Stored items:
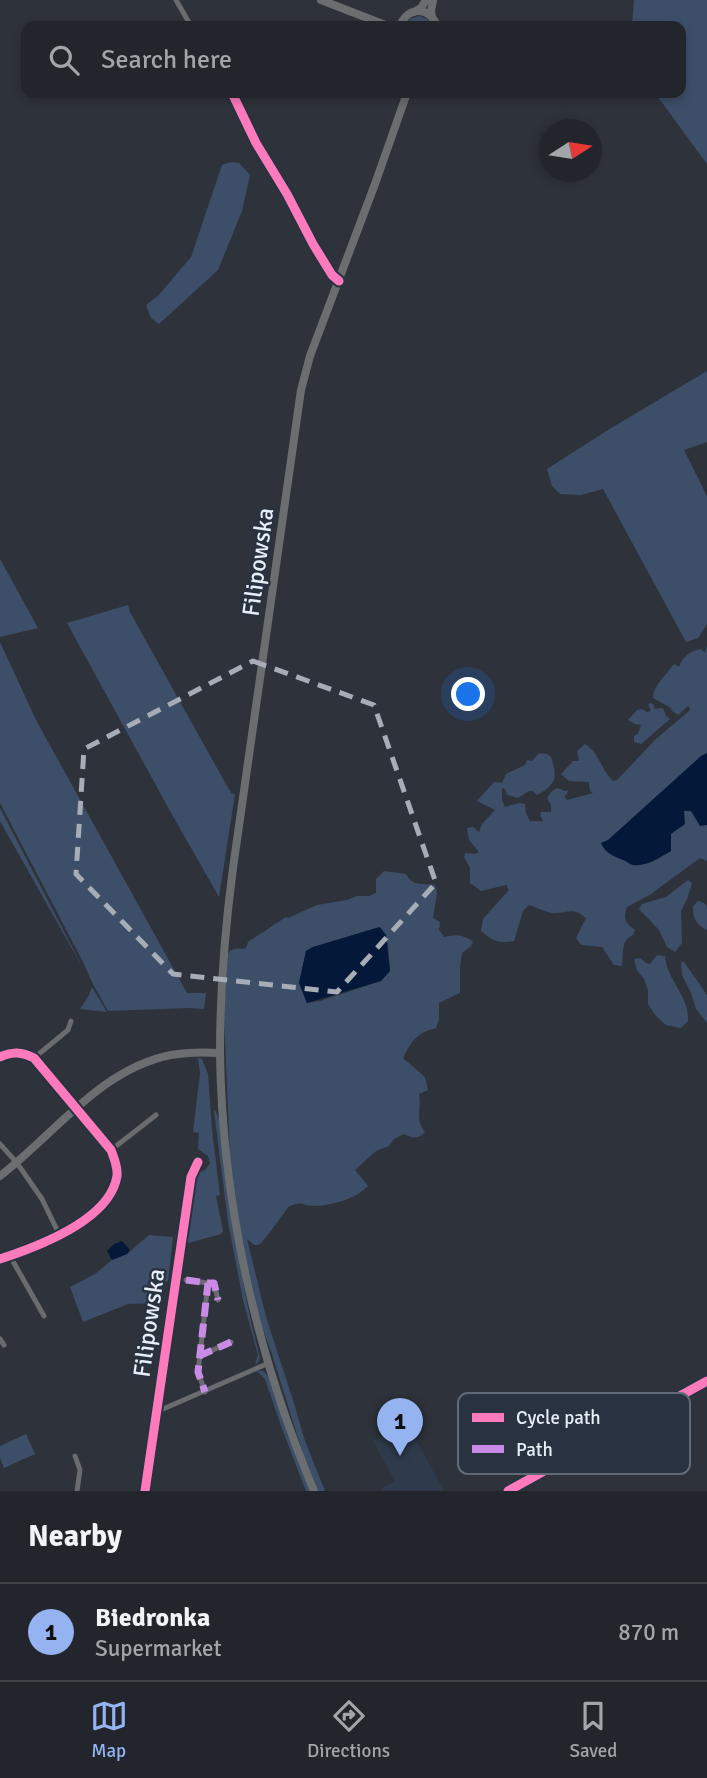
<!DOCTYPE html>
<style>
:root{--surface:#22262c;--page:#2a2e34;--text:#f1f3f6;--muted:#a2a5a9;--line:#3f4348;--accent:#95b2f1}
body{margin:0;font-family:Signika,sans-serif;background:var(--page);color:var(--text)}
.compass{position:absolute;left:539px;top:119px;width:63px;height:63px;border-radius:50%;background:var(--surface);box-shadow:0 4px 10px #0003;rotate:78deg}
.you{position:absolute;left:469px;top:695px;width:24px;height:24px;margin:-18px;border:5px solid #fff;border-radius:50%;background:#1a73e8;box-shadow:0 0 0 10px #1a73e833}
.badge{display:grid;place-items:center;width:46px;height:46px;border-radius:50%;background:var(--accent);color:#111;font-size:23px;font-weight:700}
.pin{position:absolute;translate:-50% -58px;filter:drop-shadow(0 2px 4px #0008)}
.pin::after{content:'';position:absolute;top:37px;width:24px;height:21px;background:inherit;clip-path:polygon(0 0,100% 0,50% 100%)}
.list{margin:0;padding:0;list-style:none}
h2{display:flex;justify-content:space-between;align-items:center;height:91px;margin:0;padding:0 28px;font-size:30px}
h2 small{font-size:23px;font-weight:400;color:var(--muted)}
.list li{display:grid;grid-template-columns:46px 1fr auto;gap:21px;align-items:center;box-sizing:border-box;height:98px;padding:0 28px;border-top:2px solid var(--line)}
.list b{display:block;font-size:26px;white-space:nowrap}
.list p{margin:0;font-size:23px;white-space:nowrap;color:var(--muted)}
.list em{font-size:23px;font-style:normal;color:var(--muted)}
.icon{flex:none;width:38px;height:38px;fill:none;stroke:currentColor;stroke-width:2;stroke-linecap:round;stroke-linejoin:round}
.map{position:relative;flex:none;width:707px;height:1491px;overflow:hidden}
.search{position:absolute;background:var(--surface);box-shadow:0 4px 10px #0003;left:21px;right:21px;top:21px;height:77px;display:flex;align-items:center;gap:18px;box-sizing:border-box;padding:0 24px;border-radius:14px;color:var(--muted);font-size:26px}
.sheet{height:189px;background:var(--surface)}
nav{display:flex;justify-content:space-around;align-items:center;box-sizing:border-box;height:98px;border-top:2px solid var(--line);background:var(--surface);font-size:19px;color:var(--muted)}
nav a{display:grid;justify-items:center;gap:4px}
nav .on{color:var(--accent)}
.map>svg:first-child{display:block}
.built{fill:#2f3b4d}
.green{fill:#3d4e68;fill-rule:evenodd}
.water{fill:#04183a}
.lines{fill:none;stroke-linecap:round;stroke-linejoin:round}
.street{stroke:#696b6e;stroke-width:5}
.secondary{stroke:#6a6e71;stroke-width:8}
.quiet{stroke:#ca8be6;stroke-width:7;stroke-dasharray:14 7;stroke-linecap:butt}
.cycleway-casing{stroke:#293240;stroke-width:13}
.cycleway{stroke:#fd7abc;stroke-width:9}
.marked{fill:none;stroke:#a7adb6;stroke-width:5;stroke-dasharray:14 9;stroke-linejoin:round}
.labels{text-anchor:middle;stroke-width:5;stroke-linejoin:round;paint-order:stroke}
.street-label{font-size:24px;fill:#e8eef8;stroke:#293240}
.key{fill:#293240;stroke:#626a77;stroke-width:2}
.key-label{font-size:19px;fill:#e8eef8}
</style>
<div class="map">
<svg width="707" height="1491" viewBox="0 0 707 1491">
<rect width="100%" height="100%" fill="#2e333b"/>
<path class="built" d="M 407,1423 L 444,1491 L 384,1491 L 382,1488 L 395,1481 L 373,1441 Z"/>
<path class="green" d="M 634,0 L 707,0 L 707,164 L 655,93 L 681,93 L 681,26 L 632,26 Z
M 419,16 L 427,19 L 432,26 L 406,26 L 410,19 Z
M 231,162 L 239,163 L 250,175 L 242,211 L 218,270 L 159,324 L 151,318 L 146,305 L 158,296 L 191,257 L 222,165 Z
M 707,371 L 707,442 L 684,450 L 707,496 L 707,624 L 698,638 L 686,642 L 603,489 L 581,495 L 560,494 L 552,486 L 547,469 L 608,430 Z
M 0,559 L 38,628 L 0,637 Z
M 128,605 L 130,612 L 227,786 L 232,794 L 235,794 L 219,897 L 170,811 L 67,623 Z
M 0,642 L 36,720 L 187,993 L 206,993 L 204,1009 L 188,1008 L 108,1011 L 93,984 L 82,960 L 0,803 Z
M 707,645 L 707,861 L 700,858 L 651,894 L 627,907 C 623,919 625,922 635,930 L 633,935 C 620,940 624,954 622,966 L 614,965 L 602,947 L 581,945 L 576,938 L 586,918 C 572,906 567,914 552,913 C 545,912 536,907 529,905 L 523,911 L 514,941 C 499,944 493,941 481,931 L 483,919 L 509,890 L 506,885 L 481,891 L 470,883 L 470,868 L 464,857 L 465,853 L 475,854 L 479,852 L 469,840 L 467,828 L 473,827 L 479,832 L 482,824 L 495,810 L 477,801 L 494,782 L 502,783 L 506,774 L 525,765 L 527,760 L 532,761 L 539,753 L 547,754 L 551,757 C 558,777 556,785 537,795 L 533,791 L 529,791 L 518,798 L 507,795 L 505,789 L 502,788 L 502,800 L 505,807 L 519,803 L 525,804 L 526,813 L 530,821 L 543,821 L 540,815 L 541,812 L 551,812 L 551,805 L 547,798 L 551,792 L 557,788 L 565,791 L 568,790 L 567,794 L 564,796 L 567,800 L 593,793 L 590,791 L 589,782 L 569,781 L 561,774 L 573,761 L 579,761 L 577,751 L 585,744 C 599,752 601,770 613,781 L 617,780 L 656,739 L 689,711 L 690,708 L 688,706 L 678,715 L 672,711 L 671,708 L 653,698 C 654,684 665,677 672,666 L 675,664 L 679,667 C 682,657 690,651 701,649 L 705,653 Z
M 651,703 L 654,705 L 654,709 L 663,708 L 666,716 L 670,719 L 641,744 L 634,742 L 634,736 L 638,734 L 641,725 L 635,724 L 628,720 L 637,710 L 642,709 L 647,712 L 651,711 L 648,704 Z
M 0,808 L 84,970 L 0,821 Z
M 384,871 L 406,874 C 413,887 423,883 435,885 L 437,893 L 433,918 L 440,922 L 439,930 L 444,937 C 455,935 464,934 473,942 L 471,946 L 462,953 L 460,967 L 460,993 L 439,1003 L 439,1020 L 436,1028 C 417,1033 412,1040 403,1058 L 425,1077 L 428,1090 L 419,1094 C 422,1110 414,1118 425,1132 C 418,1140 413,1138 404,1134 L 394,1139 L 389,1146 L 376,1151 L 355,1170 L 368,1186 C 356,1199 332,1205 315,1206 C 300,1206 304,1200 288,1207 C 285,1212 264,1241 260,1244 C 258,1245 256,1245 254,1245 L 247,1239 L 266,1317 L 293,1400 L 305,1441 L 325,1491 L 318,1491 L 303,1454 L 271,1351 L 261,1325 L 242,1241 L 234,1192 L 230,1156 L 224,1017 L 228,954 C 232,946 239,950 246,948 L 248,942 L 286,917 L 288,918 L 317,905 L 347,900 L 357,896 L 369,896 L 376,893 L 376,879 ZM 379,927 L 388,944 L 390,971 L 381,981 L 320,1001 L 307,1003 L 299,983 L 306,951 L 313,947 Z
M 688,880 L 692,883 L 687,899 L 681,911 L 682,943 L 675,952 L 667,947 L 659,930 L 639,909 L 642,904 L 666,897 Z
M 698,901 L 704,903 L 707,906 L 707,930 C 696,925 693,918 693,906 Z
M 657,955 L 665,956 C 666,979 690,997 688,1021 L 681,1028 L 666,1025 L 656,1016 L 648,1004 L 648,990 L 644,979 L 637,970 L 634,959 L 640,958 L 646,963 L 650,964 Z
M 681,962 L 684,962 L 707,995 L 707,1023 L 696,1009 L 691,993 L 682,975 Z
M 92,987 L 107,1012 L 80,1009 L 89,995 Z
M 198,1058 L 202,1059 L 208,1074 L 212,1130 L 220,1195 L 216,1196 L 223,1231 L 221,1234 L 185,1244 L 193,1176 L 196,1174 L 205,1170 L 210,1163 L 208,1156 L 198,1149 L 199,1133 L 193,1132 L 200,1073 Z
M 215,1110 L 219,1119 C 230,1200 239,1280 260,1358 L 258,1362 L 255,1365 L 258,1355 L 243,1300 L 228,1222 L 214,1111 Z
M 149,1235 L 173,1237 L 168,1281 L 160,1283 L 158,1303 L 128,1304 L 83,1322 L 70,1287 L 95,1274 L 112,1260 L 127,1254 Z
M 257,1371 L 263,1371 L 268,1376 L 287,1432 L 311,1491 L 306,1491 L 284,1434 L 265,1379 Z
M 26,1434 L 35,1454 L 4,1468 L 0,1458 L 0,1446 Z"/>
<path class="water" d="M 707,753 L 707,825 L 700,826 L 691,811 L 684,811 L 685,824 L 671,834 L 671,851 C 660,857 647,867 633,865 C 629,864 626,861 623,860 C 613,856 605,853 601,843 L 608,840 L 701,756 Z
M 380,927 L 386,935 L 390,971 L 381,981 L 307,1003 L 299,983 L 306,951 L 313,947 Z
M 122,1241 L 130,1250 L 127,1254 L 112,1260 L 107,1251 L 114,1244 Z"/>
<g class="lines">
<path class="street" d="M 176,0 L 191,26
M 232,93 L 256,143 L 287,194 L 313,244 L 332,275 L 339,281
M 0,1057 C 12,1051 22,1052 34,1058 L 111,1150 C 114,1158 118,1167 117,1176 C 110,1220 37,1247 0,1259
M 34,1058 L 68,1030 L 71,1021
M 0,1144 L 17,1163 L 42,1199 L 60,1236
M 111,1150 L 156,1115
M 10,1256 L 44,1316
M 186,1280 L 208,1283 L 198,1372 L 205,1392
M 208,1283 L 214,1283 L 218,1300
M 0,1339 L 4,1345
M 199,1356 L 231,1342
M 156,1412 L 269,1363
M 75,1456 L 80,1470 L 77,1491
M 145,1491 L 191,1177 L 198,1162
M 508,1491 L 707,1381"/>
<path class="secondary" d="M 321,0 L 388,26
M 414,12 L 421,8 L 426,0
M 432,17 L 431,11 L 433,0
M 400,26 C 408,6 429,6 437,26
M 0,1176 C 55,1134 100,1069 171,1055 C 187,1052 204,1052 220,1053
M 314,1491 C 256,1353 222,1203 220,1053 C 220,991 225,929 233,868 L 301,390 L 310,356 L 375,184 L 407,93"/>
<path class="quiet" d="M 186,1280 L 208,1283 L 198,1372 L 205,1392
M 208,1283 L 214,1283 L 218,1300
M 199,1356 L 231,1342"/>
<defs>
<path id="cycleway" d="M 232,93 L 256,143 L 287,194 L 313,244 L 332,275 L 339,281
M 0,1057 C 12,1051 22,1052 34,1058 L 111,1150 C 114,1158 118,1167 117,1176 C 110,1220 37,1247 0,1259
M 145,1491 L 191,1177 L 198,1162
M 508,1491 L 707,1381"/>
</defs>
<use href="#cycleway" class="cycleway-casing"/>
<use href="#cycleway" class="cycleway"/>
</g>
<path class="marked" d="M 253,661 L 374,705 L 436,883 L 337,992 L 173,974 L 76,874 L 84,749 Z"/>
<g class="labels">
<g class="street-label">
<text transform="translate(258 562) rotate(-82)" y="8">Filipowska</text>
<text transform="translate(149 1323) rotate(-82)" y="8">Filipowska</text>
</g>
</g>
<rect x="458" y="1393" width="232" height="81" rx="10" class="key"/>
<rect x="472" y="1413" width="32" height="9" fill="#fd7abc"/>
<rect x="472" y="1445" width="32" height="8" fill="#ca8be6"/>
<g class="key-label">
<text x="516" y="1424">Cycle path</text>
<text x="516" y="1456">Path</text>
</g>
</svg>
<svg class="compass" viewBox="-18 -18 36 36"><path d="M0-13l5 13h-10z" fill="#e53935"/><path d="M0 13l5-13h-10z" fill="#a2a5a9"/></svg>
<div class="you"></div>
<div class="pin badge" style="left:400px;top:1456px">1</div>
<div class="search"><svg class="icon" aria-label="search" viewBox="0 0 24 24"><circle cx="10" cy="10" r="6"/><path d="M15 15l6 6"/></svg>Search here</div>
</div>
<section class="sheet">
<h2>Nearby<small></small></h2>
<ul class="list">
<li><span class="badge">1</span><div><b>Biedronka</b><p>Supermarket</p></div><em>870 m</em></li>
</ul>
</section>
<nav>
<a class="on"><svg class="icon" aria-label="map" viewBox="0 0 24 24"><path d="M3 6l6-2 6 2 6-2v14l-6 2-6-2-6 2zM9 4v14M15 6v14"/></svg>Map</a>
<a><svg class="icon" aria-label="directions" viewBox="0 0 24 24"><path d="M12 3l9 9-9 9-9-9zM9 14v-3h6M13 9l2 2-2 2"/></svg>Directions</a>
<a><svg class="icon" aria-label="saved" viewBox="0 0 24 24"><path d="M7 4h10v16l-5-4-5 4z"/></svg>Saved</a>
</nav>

Required work →
Reproduce only the lines running from the one that contains "M 414,12 L 421,8 L 426,0" to the last line of the records.

Answer box →
M 414,12 L 421,8 L 426,0
M 432,17 L 431,11 L 433,0
M 400,26 C 408,6 429,6 437,26
M 0,1176 C 55,1134 100,1069 171,1055 C 187,1052 204,1052 220,1053
M 314,1491 C 256,1353 222,1203 220,1053 C 220,991 225,929 233,868 L 301,390 L 310,356 L 375,184 L 407,93"/>
<path class="quiet" d="M 186,1280 L 208,1283 L 198,1372 L 205,1392
M 208,1283 L 214,1283 L 218,1300
M 199,1356 L 231,1342"/>
<defs>
<path id="cycleway" d="M 232,93 L 256,143 L 287,194 L 313,244 L 332,275 L 339,281
M 0,1057 C 12,1051 22,1052 34,1058 L 111,1150 C 114,1158 118,1167 117,1176 C 110,1220 37,1247 0,1259
M 145,1491 L 191,1177 L 198,1162
M 508,1491 L 707,1381"/>
</defs>
<use href="#cycleway" class="cycleway-casing"/>
<use href="#cycleway" class="cycleway"/>
</g>
<path class="marked" d="M 253,661 L 374,705 L 436,883 L 337,992 L 173,974 L 76,874 L 84,749 Z"/>
<g class="labels">
<g class="street-label">
<text transform="translate(258 562) rotate(-82)" y="8">Filipowska</text>
<text transform="translate(149 1323) rotate(-82)" y="8">Filipowska</text>
</g>
</g>
<rect x="458" y="1393" width="232" height="81" rx="10" class="key"/>
<rect x="472" y="1413" width="32" height="9" fill="#fd7abc"/>
<rect x="472" y="1445" width="32" height="8" fill="#ca8be6"/>
<g class="key-label">
<text x="516" y="1424">Cycle path</text>
<text x="516" y="1456">Path</text>
</g>
</svg>
<svg class="compass" viewBox="-18 -18 36 36"><path d="M0-13l5 13h-10z" fill="#e53935"/><path d="M0 13l5-13h-10z" fill="#a2a5a9"/></svg>
<div class="you"></div>
<div class="pin badge" style="left:400px;top:1456px">1</div>
<div class="search"><svg class="icon" aria-label="search" viewBox="0 0 24 24"><circle cx="10" cy="10" r="6"/><path d="M15 15l6 6"/></svg>Search here</div>
</div>
<section class="sheet">
<h2>Nearby<small></small></h2>
<ul class="list">
<li><span class="badge">1</span><div><b>Biedronka</b><p>Supermarket</p></div><em>870 m</em></li>
</ul>
</section>
<nav>
<a class="on"><svg class="icon" aria-label="map" viewBox="0 0 24 24"><path d="M3 6l6-2 6 2 6-2v14l-6 2-6-2-6 2zM9 4v14M15 6v14"/></svg>Map</a>
<a><svg class="icon" aria-label="directions" viewBox="0 0 24 24"><path d="M12 3l9 9-9 9-9-9zM9 14v-3h6M13 9l2 2-2 2"/></svg>Directions</a>
<a><svg class="icon" aria-label="saved" viewBox="0 0 24 24"><path d="M7 4h10v16l-5-4-5 4z"/></svg>Saved</a>
</nav>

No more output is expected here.